On Thu, May 22, 2014 at 1:56 PM, Telmo Menezes <[email protected]> wrote:



On Thu, May 22, 2014 at 1:18 AM, meekerdb <[email protected]> wrote:
On 5/21/2014 3:44 PM, LizR wrote:
Yes, I was indeed thinking of the superhero Bicycle Repair Man when I wrote that.

However I'm not so keen on deifying the Wright brothers when they were just two in a long line of people in many countries who gradually developed powered flight. They did make a significant improvement, of course, but there were plenty of others who helped pave the way to modern aeroplanes (including one somewhat dubious claim from New Zealand)

Interestingly in the context of this thread, one of the Wright brother's main contributions was their systematic (dare I say "scientific") approach using a wind tunnel to study air foils.

It is perhaps good to make a distinction between "science: the method" and "science: the game". Although honest scientists will attempt to focus on the former and avoid the pitfalls of the latter, honest scientists are human beings with human emotions and bills to pay. So the end results is always some combination of the two. I think this is unavoidable, but good to be aware of, especially in times when the needle moves to much to the game side.

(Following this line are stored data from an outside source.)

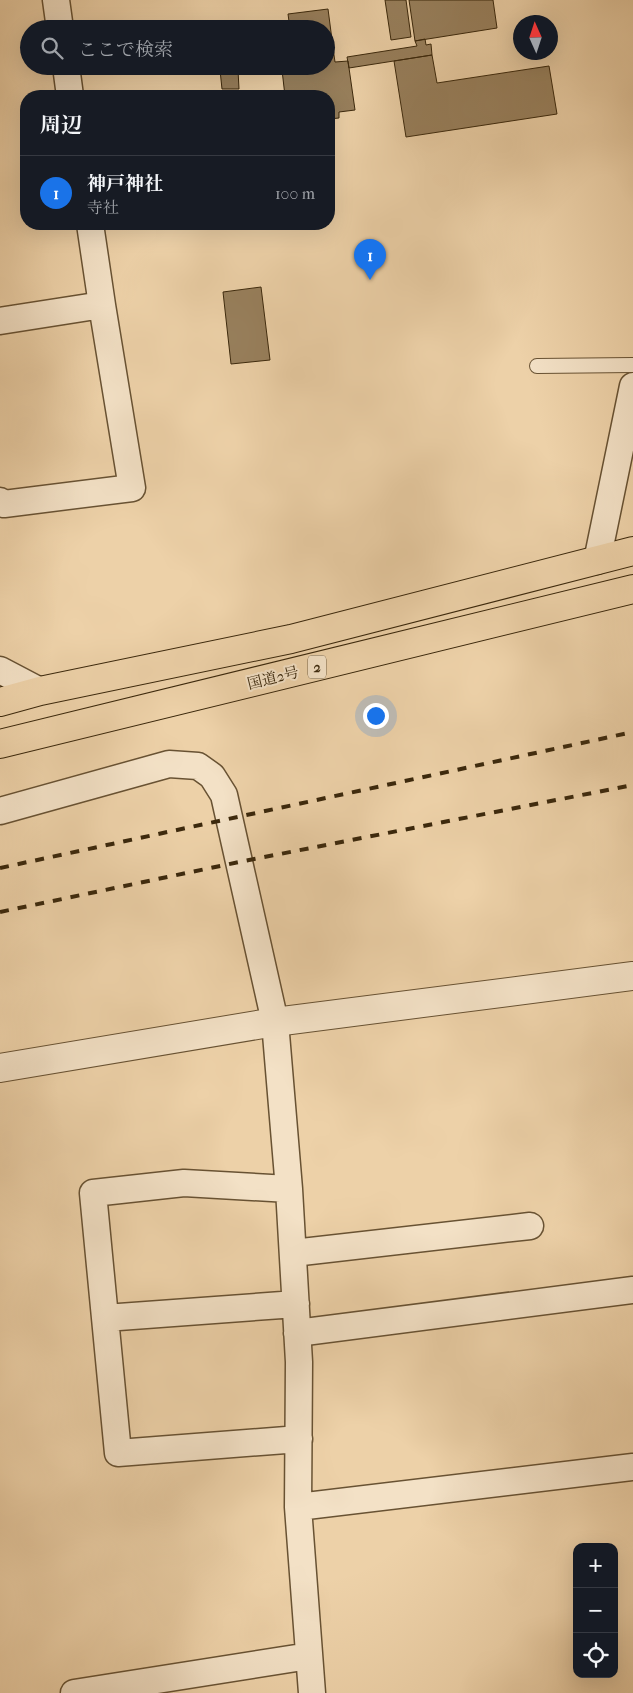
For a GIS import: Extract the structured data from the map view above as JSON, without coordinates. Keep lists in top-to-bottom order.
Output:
{
  "streets": {
    "highway": ["2", "国道2号"]
  },
  "north": "top",
  "page": {
    "search": "ここで検索",
    "heading": "周辺",
    "list": [
      {
        "mark": "1",
        "name": "神戸神社",
        "note": "寺社",
        "value": "100 m"
      }
    ],
    "pins": "1",
    "map_buttons": ["+", "−"]
  }
}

"Science: the method" is all about generating hypothesis and testing them. Generating hypothesis is a creative process, and I don't think that academia was ever a particularly good environment for creativity. It's relationship to it is a bit bipolar: it eventually glorifies the successful creative thinkers, but it fights creativity every step of the way until then. Part of this behaviour is for good reasons, but part is pathological, I would say. This is also true of the relationship between academia and art, if you look at how the major artistic movements of the XX century were received at first.

So it's not so surprising that academia is side-stepped to achieve invention, which doesn't mean at all that "science: the method" is thrown out of the window. In fact, academia tries very hard to create a monopoly on "science" but this is perverse. Anyone can apply the scientific method. It doesn't care about formal qualifications, institutions, or even scientific journals or peer- review. It will wield its results regardless -- and that is beautiful in my view. A bit like the hacker's ethos in the 80s that lead to a lot of the permission-free innovation in computer systems that we enjoy today.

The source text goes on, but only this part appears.